Also, many things which actually apply to polyamory are being posted as if it is about polygamy. Doing so is incorrect. Before posting such things to the polygamy article, posters should make sure that it is only about polygamy.
Lastly, for NPOV, it is irrelevant to make any reference to group sex. To say that polygamy "may or may not" involve that is as irrelevant as it would be to say that monogamy may or may not involve that. It would also be as biased as saying "Christianity may or may not involve devil worship." To even imply that hint is to display a bias toward thinking that polygamy supposedly does mean "group sex," when it does not. Again, only those who do not really know anything about polygamy would assert that polygamy has anything to do with that.
Misplaced Pages posts are supposed to be NPOV. Please make sure such posts stay that way.
- That's fine, but what I wrote in "Bisexuality and polyamory" was no more sex-oriented than the version that preceded it, to which you then reverted. My interest was not in adding or removing information from the article, but to remove the mistaken claim that such relationships are novel and to improve on some awkward phrasing.
- For instance, "this uncommon form is simply the means to an end for individuals seeking this kind of polyamory relationship" is pretty much meaningless. *Any* relationship could be described as "the means to an end for individuals seeking this kind of relationship".
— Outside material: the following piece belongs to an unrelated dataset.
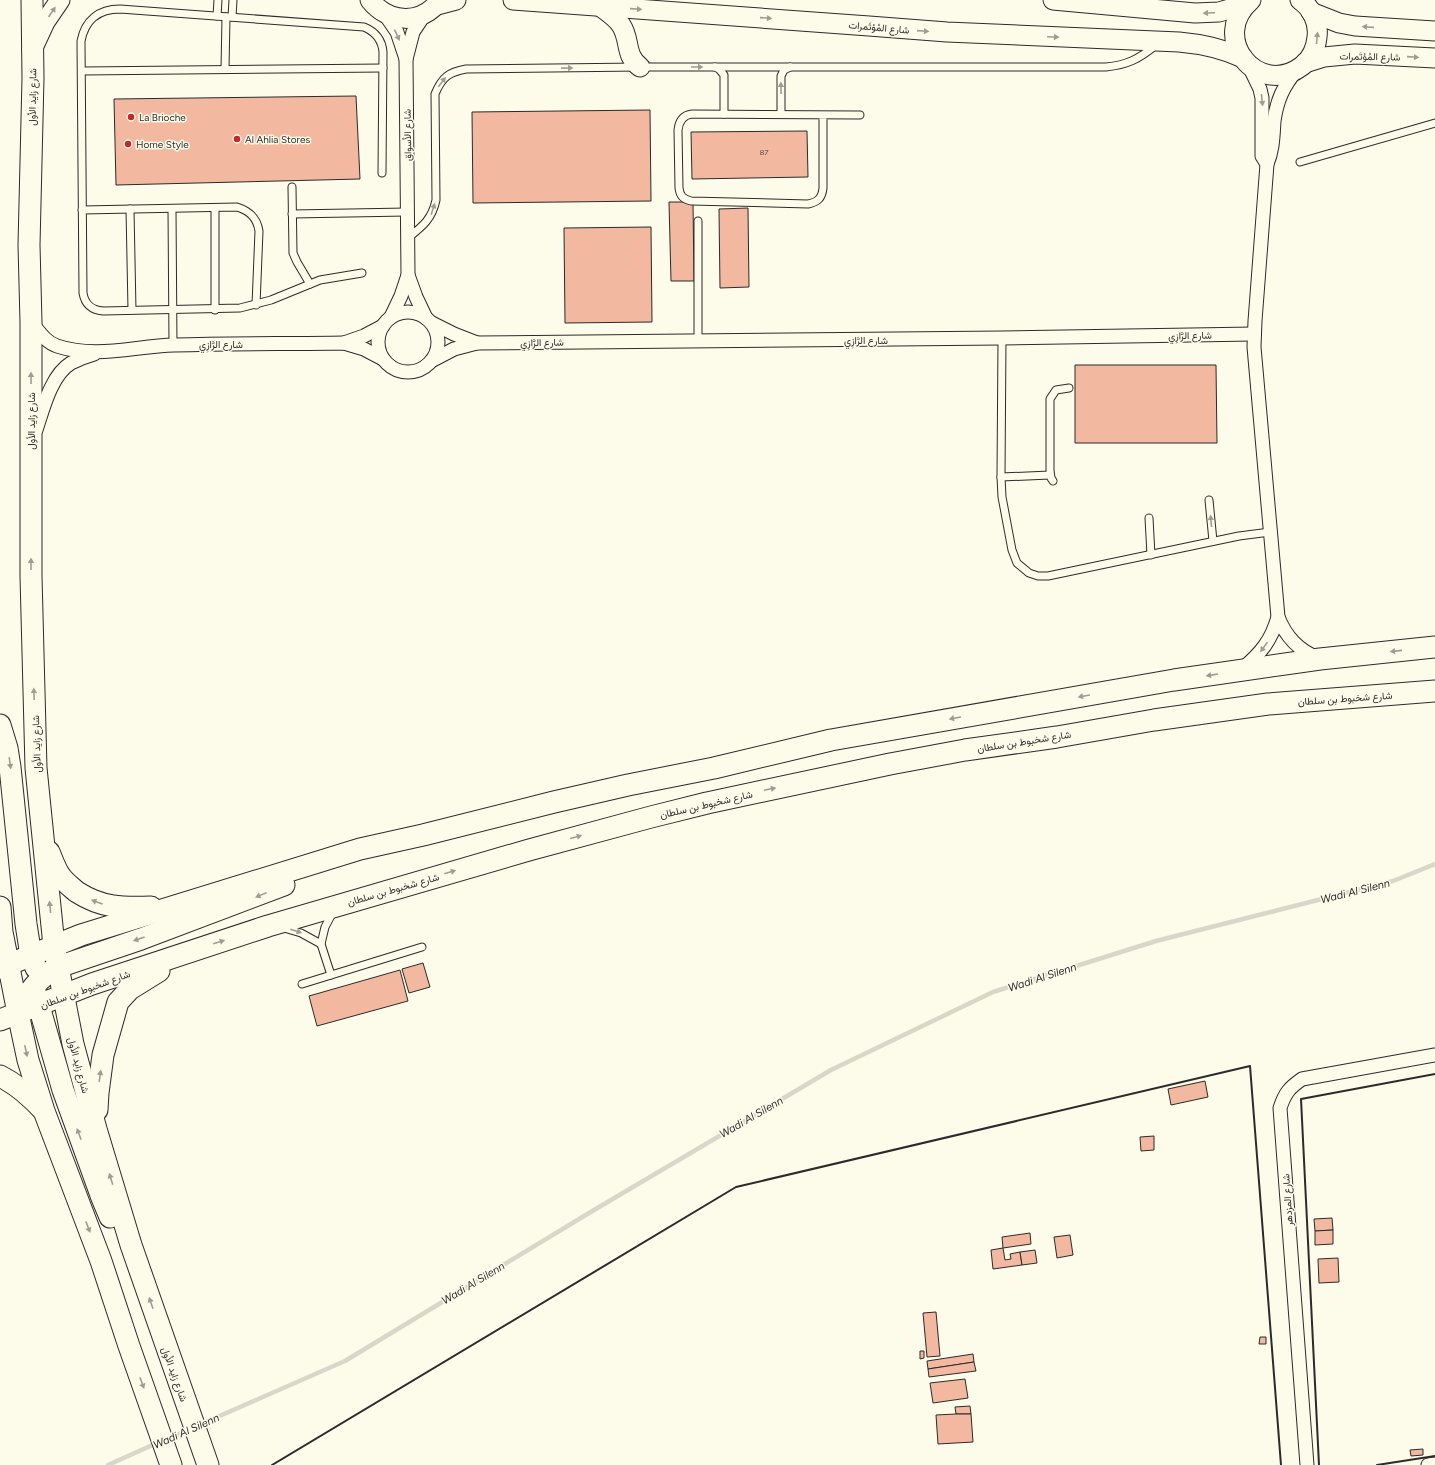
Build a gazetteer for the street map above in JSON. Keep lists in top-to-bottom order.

- If sex is irrelevant to this article, then it seems to me that the whole section is superfluous; ignoring sexual arrangements, all it says is "some people have multiple spouses", which adds nothing to what's already been written. Why not remove it entirely? --Calair 02:26, 27 Nov 2004 (UTC)
- You did a good job of simplifying, Calair -- especially given that you were working with what was already there. If the segment is indeed to even be kept, then, for clarity, the paragraph needed to begin with the opening clause and to close with the last sentence. (Like you reasonably ask, I am not sure if it will indeed stay, but we'll see.)
- For it to stay, though, readers need to be informed right off the bat that what then follows is not what most polygamists do. The concluding sentence explains the polyamorists' motivation in that situtaion so as to help the reader further understand why it is not typical of actual polygamy. Frankly, I am with you, as I am inclined to think that the topic of this section may be more appropriate only for the polyamory listing instead.
- Finally, the point of my talk-post here was also for preceding a removal of another sentence elsewhere in the article -- where someone was trying to suggest that polygamy may possibly involve group sex. That one and other similar posts in the article have been suggesting things about polygamy which are only steroetypical misinformation. So, this talk-post was not saying that about your post.
- I generally liked the simplification you made (such as in grammar), and I only corrected the portions where necessary. But you did fine. Thanks. -- Researcher99
- Ah, right. Misunderstanding was my fault - I looked at your two edits combined, and only saw the explanation for the second. I still feel the final sentence is superfluous, though - the point that this isn't typical of polyamory has already been made, and doesn't need to be made again. The repetition seems unnecessarily defensive.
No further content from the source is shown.